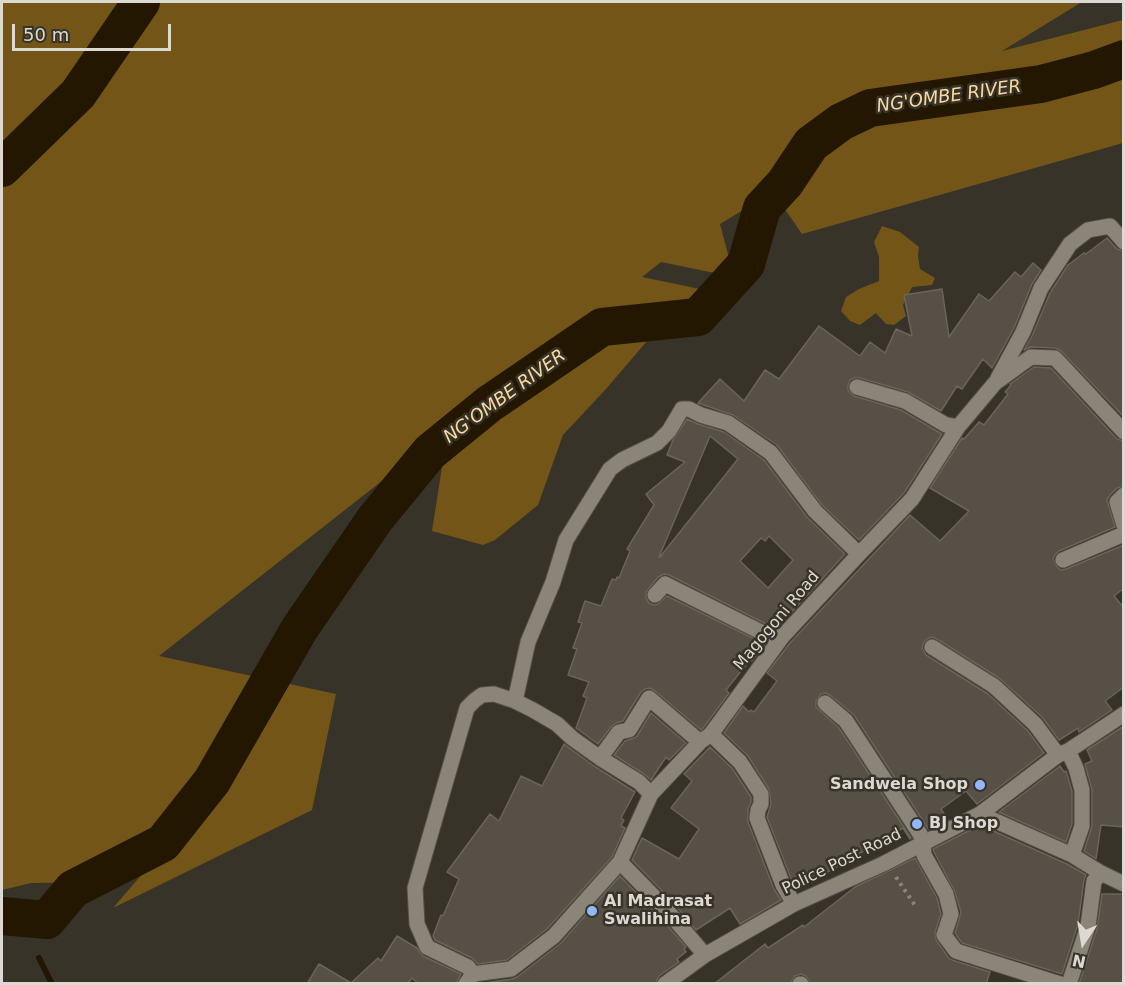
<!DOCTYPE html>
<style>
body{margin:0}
#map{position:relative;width:1125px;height:985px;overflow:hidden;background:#383329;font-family:"DejaVu Sans",sans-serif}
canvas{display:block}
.frame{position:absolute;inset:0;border:3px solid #dcd9d3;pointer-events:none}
.north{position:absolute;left:1053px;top:913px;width:60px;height:60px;-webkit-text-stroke:4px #383329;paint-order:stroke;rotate:192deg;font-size:16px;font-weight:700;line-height:24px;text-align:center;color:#dcd9d3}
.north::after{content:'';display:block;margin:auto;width:21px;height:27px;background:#dcd9d3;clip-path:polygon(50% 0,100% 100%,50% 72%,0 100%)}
.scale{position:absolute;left:12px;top:24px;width:159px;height:27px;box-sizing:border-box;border:3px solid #dcd9d3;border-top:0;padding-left:8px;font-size:18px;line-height:21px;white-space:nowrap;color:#dcd9d3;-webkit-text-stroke:4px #383329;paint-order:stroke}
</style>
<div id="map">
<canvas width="1125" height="985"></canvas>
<div class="frame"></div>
<div class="north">N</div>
<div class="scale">50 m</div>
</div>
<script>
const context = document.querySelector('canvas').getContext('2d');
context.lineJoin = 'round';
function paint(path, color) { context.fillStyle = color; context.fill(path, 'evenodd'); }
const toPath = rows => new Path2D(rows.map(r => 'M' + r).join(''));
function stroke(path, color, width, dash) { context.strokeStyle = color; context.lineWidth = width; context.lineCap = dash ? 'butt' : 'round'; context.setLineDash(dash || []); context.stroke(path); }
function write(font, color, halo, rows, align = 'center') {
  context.font = font + ' "DejaVu Sans",sans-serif'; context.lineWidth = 5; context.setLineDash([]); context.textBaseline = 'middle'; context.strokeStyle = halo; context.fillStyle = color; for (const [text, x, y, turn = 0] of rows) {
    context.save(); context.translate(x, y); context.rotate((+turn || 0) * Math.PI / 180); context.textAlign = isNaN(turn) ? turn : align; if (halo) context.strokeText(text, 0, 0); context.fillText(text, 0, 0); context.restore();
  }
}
paint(toPath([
 [2,2,1082,2,1002,51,1123,20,1123,143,802,234,773,192,720,224,734,277,661,262,642,277,729,295,653,334,606,389,563,435,538,505,495,540,483,545,432,531,448,429,159,656,336,694,312,810,113,908,156,858,115,882,31,883,2,890],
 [882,226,900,232,919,247,918,256,920,269,935,278,932,285,912,287,903,305,906,316,894,325,886,324,876,313,860,325,850,321,841,311,846,297,859,289,879,281,879,257,874,242]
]), '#725517');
stroke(toPath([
 [39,958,52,984]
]), '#231701', 6);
stroke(toPath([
 [2,168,78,94,141,2],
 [2,916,47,920,73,889,163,843,212,781,300,628,375,519,430,452,489,404,602,327,698,317,746,264,762,208,785,183,811,144,841,122,870,108,1041,84,1094,70,1124,59]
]), '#231701', 38);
const building = toPath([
 [1107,238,1117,249,1124,251,1124,417,1061,351,1055,348,1031,347,1024,350,1032,336,1050,293,1068,265,1084,253,1086,254,1107,238],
 [1033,263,1041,270,1032,284,1014,328,992,368,983,359,962,389,957,386,941,411,908,392,860,378,854,378,850,380,848,385,848,390,854,396,901,410,942,434,904,493,859,540,822,505,777,445,733,415,698,403,720,379,744,401,765,370,779,379,819,326,860,356,870,342,885,353,896,329,912,336,904,295,942,289,949,337,979,294,989,301,1015,272,1021,277,1033,263],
 [1034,367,1051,368,1117,439,1124,441,1124,486,1117,488,1110,495,1107,500,1115,527,1059,551,1055,555,1053,559,1057,567,1061,570,1066,569,1124,545,1124,588,1114,596,1124,608,1124,687,1105,701,1112,710,1079,732,1078,728,1059,740,1042,717,999,678,937,639,932,637,927,639,924,642,922,647,926,655,988,694,1028,731,1044,753,977,804,966,791,941,809,948,820,929,830,854,715,831,696,826,693,821,694,816,701,816,707,839,728,911,838,910,839,903,828,797,890,792,881,767,817,771,804,769,789,748,756,724,733,743,706,749,712,751,710,754,712,777,681,767,673,790,643,910,515,940,541,969,511,930,488,962,438,964,439,979,422,984,425,1008,394,1005,392,1011,385,1010,384,1034,367],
 [687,419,698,424,724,432,764,460,807,517,845,554,778,627,770,626,669,575,664,574,658,577,646,592,646,598,649,603,654,605,658,604,667,596,765,644,752,661,750,660,726,690,729,693,704,727,701,730,655,691,650,688,645,689,641,692,623,721,616,723,612,726,598,744,576,728,587,698,583,696,589,682,568,675,577,649,573,648,582,623,578,622,585,601,601,606,612,579,616,580,617,577,619,578,630,551,627,549,654,505,646,494,685,462,667,455,673,440,687,419],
 [710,436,738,459,660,557,659,557,710,436],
 [769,536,793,560,768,588,740,561,761,538,765,541,769,536],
 [651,713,686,743,669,760,666,757,651,780,644,774,614,755,625,741,634,738,637,736,651,713],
 [1124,726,1124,827,1101,825,1096,859,1084,851,1092,826,1092,790,1085,764,1092,761,1087,750,1124,726],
 [564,744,594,766,635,792,621,818,624,820,621,826,625,828,612,857,547,929,507,960,478,964,472,958,435,940,433,936,441,915,443,916,459,879,447,872,490,814,499,821,521,776,542,786,564,744],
 [710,747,732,768,751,797,751,802,748,809,748,822,774,889,781,900,740,924,730,908,696,930,672,901,632,860,642,838,679,859,699,829,671,808,692,781,684,774,710,747],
 [1060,766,1064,772,1066,771,1072,791,1072,824,1066,842,999,812,1060,766],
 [980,825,1067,864,1086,875,1084,880,1078,924,1062,974,962,943,955,933,961,912,955,892,934,852,933,849,980,825],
 [915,858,937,898,941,914,935,932,936,940,948,957,952,960,990,972,986,984,811,984,806,976,801,974,795,976,790,984,714,984,765,944,768,948,803,925,804,927,855,887,915,858],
 [620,876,658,915,686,947,684,949,686,952,677,959,679,962,659,976,655,984,478,984,512,979,517,977,561,943,620,876],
 [1102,894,1124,894,1124,984,1079,984,1097,929,1102,894],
 [397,936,417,948,423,956,461,974,456,984,419,984,412,978,407,984,307,984,319,964,351,983,378,958,381,961,397,936]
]);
paint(building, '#565046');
stroke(building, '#6a645a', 1.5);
const minor = toPath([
 [998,378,1023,332,1041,288,1070,244,1088,230,1110,226,1124,242],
 [857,387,905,401,946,425,958,427],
 [1124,495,1117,502,1124,525],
 [1063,560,1124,534],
 [655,595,665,584,767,635,782,637],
 [932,647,994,686,1035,724,1058,755],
 [515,701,528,642,553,582,566,540,610,469,622,460,657,443,669,431,682,409,689,409,701,415,728,423,771,453,815,511,859,554],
 [825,703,846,721,920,834,923,843,924,855,946,894,951,914,944,935,956,951,1060,984],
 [711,734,740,762,761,794,761,804,758,810,757,818,783,885,794,904],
 [1068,751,1076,768,1082,790,1082,826,1072,855],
 [600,758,619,732,629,730,649,698,700,742],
 [980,814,1072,855,1101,873,1124,884],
 [620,862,665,908,705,955],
 [473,974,468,967,427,947,417,924,415,888,467,708,475,700,482,695,494,694,515,701,533,710,557,724,572,738,600,758,639,782,651,794],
 [466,984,473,974,511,969,554,936,620,862,651,794,700,742,711,734,782,637,859,554,912,499,958,427,995,383,1031,357,1055,358,1124,432],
 [665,984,705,955,794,904,883,864,980,814,1058,755,1068,751,1124,714],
 [800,984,801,984],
 [1069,984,1088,926,1094,881,1101,873]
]);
stroke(minor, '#545048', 17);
stroke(toPath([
 [896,877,916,907]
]), '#8b877f', 4, [3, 4.5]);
stroke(minor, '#8a8479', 15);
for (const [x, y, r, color] of [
 [980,785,6,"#91b8fd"],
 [917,824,6,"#91b8fd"],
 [592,911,6,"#91b8fd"]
]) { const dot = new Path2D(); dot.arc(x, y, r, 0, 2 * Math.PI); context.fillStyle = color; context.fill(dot); stroke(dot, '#383329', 2); }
write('16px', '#dcd9d3', '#383329', [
 ["Magogoni Road",777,621,-50],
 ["Police Post Road",842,862,-26]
]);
write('bold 16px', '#dcd9d3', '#383329', [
 ["Sandwela Shop",968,785,"right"],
 ["BJ Shop",929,824],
 ["Al Madrasat",604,902],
 ["Swalihina",604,920]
], 'left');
write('italic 18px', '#f9d99f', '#383329', [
 ["NG'OMBE RIVER",949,97,-8],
 ["NG'OMBE RIVER",505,397,-36]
]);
</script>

++++++++

> What this task involves
Copy out every line of the listing where the word "rows" occurs.

> Solution to this exercise
const toPath = rows => new Path2D(rows.map(r => 'M' + r).join(''));
function write(font, color, halo, rows, align = 'center') {
  context.font = font + ' "DejaVu Sans",sans-serif'; context.lineWidth = 5; context.setLineDash([]); context.textBaseline = 'middle'; context.strokeStyle = halo; context.fillStyle = color; for (const [text, x, y, turn = 0] of rows) {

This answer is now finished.